#### Materials provided:
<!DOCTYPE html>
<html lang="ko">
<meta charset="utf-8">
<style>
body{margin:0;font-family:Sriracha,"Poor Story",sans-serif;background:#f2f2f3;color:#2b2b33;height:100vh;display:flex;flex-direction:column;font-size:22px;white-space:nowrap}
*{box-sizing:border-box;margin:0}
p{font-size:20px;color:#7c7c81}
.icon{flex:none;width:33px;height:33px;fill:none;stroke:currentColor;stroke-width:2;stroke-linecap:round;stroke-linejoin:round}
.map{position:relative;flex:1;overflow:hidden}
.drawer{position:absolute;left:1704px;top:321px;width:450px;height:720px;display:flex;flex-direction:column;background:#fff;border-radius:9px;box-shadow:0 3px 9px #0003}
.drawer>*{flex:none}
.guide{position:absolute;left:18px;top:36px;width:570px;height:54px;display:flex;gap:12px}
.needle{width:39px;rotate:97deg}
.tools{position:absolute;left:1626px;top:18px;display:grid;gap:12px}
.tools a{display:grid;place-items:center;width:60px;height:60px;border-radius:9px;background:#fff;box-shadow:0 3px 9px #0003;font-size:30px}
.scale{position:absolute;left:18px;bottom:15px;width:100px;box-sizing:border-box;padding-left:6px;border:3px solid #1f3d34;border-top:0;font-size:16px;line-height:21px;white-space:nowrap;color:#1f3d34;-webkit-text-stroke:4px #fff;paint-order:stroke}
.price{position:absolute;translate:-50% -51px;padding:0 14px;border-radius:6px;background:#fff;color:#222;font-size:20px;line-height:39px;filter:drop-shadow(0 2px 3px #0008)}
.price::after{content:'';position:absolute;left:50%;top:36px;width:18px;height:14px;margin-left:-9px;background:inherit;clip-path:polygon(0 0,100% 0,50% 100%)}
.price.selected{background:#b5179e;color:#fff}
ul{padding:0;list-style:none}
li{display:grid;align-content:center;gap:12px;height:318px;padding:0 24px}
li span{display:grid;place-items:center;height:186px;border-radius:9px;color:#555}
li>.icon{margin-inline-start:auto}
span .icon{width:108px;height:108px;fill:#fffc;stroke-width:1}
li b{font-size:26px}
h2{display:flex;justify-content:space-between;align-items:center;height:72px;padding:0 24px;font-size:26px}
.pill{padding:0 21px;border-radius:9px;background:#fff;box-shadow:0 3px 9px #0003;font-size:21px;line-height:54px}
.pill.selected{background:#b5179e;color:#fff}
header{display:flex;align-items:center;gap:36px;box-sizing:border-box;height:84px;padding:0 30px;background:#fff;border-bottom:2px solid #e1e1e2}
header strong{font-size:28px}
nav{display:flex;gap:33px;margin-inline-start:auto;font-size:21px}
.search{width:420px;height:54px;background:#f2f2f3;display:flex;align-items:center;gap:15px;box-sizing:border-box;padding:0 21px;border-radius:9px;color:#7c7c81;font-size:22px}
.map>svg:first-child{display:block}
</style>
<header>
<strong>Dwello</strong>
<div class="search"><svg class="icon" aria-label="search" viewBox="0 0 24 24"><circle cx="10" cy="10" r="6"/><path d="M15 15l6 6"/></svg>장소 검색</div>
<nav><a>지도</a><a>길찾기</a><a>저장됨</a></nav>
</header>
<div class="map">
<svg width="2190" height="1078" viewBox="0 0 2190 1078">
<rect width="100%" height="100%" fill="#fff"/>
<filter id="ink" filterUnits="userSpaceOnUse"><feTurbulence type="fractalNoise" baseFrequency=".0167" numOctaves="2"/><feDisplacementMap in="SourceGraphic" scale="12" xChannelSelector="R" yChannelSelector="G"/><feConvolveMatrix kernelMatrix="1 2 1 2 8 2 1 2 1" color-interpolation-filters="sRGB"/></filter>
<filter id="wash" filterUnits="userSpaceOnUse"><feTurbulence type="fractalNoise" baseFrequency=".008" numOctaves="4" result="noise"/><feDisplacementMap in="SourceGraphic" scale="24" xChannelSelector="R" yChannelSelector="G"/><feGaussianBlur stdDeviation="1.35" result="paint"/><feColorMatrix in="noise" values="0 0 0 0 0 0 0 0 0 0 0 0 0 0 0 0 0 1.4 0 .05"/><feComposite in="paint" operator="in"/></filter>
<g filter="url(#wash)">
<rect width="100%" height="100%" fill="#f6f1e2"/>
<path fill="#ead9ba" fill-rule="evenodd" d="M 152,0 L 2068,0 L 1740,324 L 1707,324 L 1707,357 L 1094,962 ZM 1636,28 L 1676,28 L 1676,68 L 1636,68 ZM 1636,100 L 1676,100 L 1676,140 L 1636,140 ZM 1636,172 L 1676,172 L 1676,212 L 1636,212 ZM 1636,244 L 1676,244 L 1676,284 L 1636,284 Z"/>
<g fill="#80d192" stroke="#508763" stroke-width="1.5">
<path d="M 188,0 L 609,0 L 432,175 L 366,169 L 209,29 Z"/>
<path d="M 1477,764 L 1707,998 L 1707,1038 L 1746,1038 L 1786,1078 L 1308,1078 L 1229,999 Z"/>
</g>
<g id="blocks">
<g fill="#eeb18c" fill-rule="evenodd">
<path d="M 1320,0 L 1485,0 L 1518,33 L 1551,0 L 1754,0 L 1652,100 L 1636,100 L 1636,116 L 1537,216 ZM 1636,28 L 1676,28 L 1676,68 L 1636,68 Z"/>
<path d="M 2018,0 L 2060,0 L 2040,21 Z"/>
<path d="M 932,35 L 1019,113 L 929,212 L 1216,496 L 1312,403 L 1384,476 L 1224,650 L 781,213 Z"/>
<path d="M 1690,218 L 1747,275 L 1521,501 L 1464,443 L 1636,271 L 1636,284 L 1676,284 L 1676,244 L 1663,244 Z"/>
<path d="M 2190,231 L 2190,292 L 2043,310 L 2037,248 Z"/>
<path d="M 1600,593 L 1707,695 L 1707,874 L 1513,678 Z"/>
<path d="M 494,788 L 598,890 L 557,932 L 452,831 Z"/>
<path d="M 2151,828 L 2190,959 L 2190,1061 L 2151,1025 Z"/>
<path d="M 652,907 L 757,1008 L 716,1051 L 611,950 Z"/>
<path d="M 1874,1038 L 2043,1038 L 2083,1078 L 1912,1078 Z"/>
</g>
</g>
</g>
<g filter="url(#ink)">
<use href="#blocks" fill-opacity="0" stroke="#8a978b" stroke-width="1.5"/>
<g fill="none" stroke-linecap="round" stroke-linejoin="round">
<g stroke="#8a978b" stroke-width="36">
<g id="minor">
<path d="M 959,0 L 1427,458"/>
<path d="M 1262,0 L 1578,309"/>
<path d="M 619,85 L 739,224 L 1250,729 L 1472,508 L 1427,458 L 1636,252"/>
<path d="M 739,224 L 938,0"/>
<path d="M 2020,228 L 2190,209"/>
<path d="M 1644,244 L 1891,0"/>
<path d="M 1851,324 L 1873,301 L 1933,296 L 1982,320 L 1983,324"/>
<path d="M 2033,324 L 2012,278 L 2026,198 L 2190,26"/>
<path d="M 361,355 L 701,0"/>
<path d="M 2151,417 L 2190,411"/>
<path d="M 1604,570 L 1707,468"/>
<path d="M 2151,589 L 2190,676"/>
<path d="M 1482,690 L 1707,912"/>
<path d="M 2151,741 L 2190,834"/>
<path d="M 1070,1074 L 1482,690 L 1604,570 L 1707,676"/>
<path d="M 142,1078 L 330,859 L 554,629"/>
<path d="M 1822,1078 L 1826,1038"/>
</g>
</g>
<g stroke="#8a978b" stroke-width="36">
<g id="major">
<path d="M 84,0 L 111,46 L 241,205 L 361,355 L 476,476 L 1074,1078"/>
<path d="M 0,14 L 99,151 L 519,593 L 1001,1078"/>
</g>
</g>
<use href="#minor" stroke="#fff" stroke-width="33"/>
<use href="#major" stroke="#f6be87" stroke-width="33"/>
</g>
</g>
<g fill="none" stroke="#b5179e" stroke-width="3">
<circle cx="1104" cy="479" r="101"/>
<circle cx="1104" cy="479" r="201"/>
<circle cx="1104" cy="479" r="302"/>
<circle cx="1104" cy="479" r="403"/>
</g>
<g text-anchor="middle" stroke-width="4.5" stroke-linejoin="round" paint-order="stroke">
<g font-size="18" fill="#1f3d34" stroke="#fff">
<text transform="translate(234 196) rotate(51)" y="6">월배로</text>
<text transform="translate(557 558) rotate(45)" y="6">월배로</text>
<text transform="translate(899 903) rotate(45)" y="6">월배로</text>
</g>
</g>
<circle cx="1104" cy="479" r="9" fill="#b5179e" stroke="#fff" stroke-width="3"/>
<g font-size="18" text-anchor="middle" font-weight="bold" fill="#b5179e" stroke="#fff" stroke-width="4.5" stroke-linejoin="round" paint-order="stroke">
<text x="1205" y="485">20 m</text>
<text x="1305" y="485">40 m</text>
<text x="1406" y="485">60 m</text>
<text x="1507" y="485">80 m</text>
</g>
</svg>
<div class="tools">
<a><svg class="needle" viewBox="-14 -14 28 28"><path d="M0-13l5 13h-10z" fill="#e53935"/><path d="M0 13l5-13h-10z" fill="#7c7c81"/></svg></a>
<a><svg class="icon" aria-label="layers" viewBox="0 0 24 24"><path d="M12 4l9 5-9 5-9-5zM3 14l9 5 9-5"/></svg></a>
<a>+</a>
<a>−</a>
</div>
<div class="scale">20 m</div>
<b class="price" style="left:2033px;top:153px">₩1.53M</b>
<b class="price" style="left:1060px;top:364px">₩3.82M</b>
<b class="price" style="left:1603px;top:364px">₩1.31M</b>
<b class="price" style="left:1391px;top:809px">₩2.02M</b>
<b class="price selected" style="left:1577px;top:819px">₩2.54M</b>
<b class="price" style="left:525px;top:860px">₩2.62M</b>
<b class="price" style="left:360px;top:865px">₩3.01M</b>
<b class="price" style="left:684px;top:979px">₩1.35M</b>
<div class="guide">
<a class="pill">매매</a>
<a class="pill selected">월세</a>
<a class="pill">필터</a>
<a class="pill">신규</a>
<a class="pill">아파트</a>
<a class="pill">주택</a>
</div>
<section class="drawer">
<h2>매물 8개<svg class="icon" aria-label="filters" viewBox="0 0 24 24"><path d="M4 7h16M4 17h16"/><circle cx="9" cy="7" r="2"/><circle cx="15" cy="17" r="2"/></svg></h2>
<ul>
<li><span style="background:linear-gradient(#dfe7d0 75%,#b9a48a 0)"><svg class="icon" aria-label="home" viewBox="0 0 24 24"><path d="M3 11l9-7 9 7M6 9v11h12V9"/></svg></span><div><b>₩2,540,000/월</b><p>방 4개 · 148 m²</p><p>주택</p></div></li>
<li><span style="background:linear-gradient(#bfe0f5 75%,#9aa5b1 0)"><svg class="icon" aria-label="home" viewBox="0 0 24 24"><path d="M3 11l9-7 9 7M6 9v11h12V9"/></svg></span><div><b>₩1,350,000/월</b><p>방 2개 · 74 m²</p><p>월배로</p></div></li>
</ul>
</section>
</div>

#### Your goal:
All lines of the listing that contain the word "fractalNoise" should be copied out.

#### Written answer:
<filter id="ink" filterUnits="userSpaceOnUse"><feTurbulence type="fractalNoise" baseFrequency=".0167" numOctaves="2"/><feDisplacementMap in="SourceGraphic" scale="12" xChannelSelector="R" yChannelSelector="G"/><feConvolveMatrix kernelMatrix="1 2 1 2 8 2 1 2 1" color-interpolation-filters="sRGB"/></filter>
<filter id="wash" filterUnits="userSpaceOnUse"><feTurbulence type="fractalNoise" baseFrequency=".008" numOctaves="4" result="noise"/><feDisplacementMap in="SourceGraphic" scale="24" xChannelSelector="R" yChannelSelector="G"/><feGaussianBlur stdDeviation="1.35" result="paint"/><feColorMatrix in="noise" values="0 0 0 0 0 0 0 0 0 0 0 0 0 0 0 0 0 1.4 0 .05"/><feComposite in="paint" operator="in"/></filter>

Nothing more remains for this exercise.